ASSIGNMENT => In the records that follow, the lines from the one containing "Draw a box around all text" to the one containing "Give bounding boxes", inclusive, are to be given again exactly.

TASK INPUT START

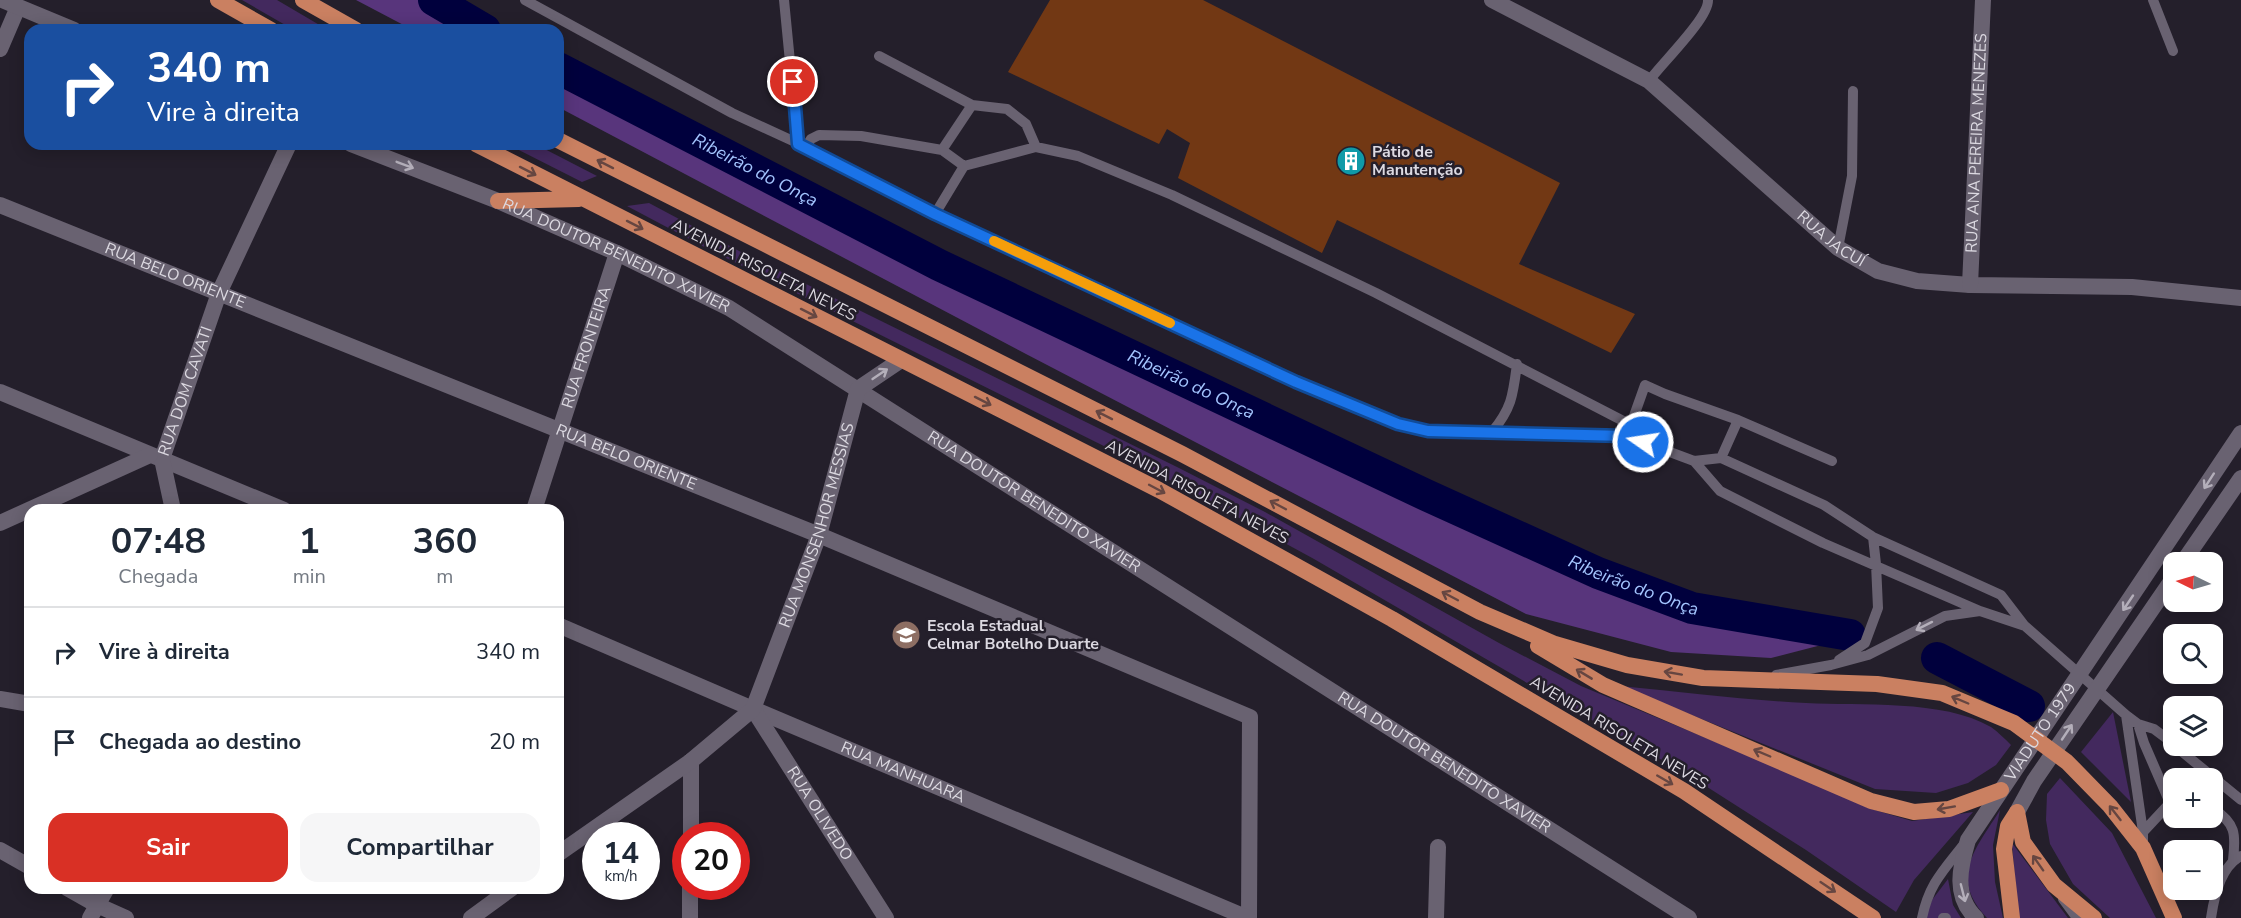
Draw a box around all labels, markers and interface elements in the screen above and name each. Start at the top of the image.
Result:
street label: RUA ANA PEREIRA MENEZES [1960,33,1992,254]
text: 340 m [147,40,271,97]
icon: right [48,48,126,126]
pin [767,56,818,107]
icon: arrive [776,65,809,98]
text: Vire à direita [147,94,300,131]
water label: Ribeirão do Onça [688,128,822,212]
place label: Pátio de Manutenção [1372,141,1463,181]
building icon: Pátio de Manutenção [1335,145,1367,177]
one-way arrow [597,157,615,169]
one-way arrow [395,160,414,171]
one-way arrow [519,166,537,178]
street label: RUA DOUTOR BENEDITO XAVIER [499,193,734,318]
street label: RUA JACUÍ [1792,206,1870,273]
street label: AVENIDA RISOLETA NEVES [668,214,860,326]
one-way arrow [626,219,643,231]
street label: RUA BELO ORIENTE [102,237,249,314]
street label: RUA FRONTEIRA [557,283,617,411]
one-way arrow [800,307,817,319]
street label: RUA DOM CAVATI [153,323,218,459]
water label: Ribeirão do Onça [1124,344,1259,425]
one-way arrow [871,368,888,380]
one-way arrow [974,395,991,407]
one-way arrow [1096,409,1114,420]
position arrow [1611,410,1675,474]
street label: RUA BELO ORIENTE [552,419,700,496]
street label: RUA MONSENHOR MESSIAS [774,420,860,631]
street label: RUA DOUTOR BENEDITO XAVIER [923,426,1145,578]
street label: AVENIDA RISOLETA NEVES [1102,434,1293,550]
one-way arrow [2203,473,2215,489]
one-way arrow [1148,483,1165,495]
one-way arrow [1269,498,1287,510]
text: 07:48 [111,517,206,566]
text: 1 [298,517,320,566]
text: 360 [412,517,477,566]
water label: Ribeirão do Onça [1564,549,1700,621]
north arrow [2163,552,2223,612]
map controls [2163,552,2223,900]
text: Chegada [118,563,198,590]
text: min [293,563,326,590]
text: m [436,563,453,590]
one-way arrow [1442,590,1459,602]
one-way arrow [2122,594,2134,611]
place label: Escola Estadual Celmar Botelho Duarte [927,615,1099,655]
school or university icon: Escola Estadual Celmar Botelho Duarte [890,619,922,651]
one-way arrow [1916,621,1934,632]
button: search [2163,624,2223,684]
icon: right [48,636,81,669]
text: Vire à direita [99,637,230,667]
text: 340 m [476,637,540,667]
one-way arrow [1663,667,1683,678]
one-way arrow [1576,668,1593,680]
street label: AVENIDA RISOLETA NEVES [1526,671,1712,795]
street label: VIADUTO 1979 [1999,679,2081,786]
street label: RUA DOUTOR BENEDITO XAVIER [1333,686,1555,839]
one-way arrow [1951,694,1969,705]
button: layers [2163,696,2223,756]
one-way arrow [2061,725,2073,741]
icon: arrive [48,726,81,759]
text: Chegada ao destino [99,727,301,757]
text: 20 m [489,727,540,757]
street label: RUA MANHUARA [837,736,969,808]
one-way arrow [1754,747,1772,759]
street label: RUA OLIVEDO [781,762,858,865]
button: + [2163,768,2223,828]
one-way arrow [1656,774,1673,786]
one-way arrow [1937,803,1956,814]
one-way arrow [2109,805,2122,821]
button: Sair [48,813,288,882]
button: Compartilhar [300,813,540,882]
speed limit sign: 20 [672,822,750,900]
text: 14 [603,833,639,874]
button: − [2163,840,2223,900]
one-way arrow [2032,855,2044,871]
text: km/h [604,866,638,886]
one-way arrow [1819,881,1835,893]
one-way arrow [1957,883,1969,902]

TASK INPUT END
TASK INPUT START

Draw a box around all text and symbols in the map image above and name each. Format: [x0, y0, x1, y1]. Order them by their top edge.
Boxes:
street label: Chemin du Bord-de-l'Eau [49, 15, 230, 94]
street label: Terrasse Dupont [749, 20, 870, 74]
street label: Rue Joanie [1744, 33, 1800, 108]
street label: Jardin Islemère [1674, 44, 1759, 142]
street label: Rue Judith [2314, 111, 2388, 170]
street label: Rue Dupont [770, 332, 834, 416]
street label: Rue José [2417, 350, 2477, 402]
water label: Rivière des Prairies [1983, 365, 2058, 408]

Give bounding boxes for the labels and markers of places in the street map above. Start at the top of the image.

TASK INPUT END

SOLUTION FOR THIS PROBLEM =>
Draw a box around all text and symbols in the map image above and name each. Format: [x0, y0, x1, y1]. Order them by their top edge.
Boxes:
street label: Chemin du Bord-de-l'Eau [49, 15, 230, 94]
street label: Terrasse Dupont [749, 20, 870, 74]
street label: Rue Joanie [1744, 33, 1800, 108]
street label: Jardin Islemère [1674, 44, 1759, 142]
street label: Rue Judith [2314, 111, 2388, 170]
street label: Rue Dupont [770, 332, 834, 416]
street label: Rue José [2417, 350, 2477, 402]
water label: Rivière des Prairies [1983, 365, 2058, 408]

Give bounding boxes for the labels and markers of places in the street map above. Start at the top of the image.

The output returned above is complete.